[Ut musica poesis] Stanley Clarke au Centre Des Arts, ou l’inexorable montée du son

Un peu à la bourre, j’arrive juste à temps pour trouver la dernière place libre d’un Centre des Arts archi comble. Pendant que je me cale dans mon fauteuil, quelques regards jetés à droite et à gauche me permettent de constater qu’un bon nombre d’instrumentistes locaux avait fait le déplacement (50 euros la place tout de même).
Dans le brouhaha feutré les minutes s’égrènent, interminables. Et le public commence à manifester son impatience par des salves d’applaudissements spontanés. Réponse du berger à la bergère : les basses du maître sont amenées sur scène. Une contrebasse et la légendaire basse tenor, qui sont toutes deux accordées minutieusement et donc forcément assez lentement.

Quelques minutes plus tard les musiciens arrivent sur scène sous les applaudissements et le soulagement non feint du public. Mr Stanley Clarke accompagné de ses  “babies”, comme il se plaît à nommer ces jeunots dont la moyenne d’âge ne dépasse pas 23 ans, apparait avec sa non moins légendaire raie sur les trois quarts droits du crâne.

Le concert, ou plutôt le show débute, de façon tonitruante par un premier morceau où le bassiste s’illustre par le jeu si spectaculaire qui a fait et qui fait encore sa renommée.

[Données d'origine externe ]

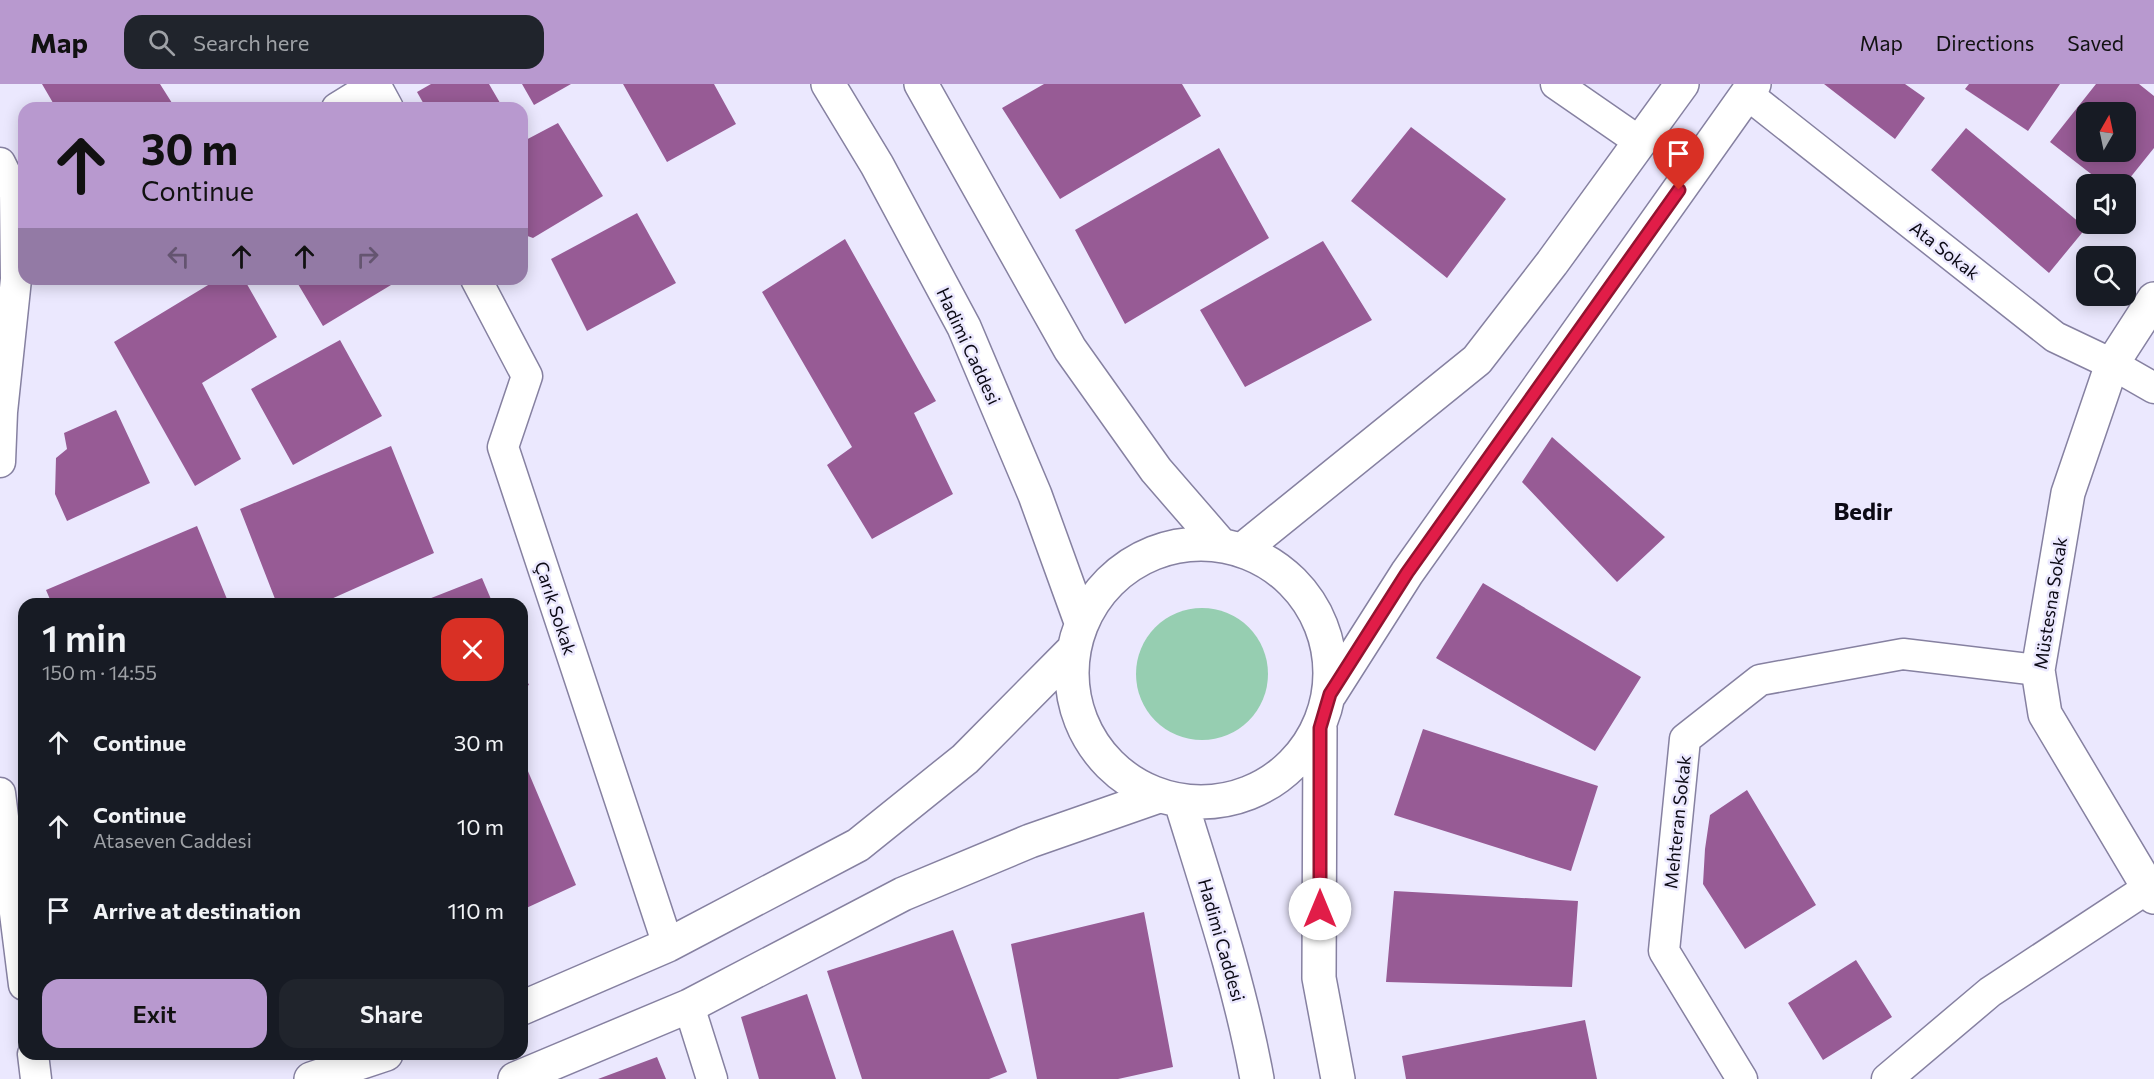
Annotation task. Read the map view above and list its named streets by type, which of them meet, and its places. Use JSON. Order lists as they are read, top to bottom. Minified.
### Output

Solo également remarqué du batteur littéralement endiablé, qui sera d’ailleurs à lui tout seul, et par la force des choses, l’attraction du concert.

En effet au deuxième morceau, lorsque son tour arrive de devoir s’illustrer, il fait preuve d’une telle hargne et d’un tel enthousiasme (je peux vous dire que les feuilles, les toms et la grosse caisse ont passé  une rude soirée), qu’il termine son solo en s’éjectant de son siège, et en sautant sur toute la scène, comme si il voulait se débarrasser de l’énergie du jeu qui l’habitait.

Après les frasques du batteur, le préposé aux claviers entre dans l’arène, et de fort belle façon. Originaire d’Israël, il développe un jeu dans lequel les tensions harmoniques sont amenées très subtilement, le tout orchestré comme un énorme crescendo.

Le violoniste (originaire de Brooklyn, New York, et peut-être celui dont le jeu renferme le plus de musicalité), n’est pas en reste non plus. Tenant son violon comme une guitare, il nous gratifie d’un magnifique chorus en pizzicati avec un énorme groove !

S’enchaînent différentes compositions, dont une interprétée à la contrebasse et intitulée “Song For John”. Sur ce morceau le pianiste semble visiblement avoir un peu de mal avec le rythme, mais pas le batteur qui, cette fois-ci, “balance” littéralement son siège dans le fond de la scène à la fin de son chorus !

Le concert se termine par l’incontournable “Schooldays” qui donne lieu à une série de duos rythmiques basse/batterie de toute beauté. Mises en place, montées en intensités éblouissantes, et une réelle connivence entre les deux musiciens, mais qui tient un peu trop ostensiblement les autres à l’écart. Pendant l’inévitable, (et interminable) nouveau chorus du batteur, une seule question venait aux esprits :”Que va t-il bien pouvoir balancer cette fois-ci?”

Après un rappel qui ne tarda pas à faire revenir les musiciens, le quatuor entame un blues sur lequel le violoniste, qui finalement n’aura pas beaucoup joué, délivre un magnifique chorus dont les accents se rapprochent presque de la voix humaine.

C’est par un énième duo rythmique basse/batterie que le concert se termine cette fois-ci pour de bon, applaudi par un  public visiblement enchanté.

Et en effet, les amoureux de la démonstration et du show spectaculaire à l’américaine en ont eu pour leur argent!
Que faut-il retenir de ce concert?

D’abord un niveau sonore à l’intérieur de la salle beaucoup trop fort (les sièges en tremblaient) ; qui a énormément nuit au confort d’écoute. Ensuite on peut regretter un manifeste appauvrissement du jeu du bassiste qui se résume à des développements harmoniques sans réelle prises de risques et se résolvant par  des ostinatos répétés qui ont souvent du mal à tenir le tempo. Heureusement que le “son”  et les breaks d’ensemble étaient là pour donner de la crédibilité à l’ensemble.

Un concert donc, qui ne restera sans doute pas dans les mémoires comme un grand moment d’émotion, mais assurément comme un vivant spectacle populaire.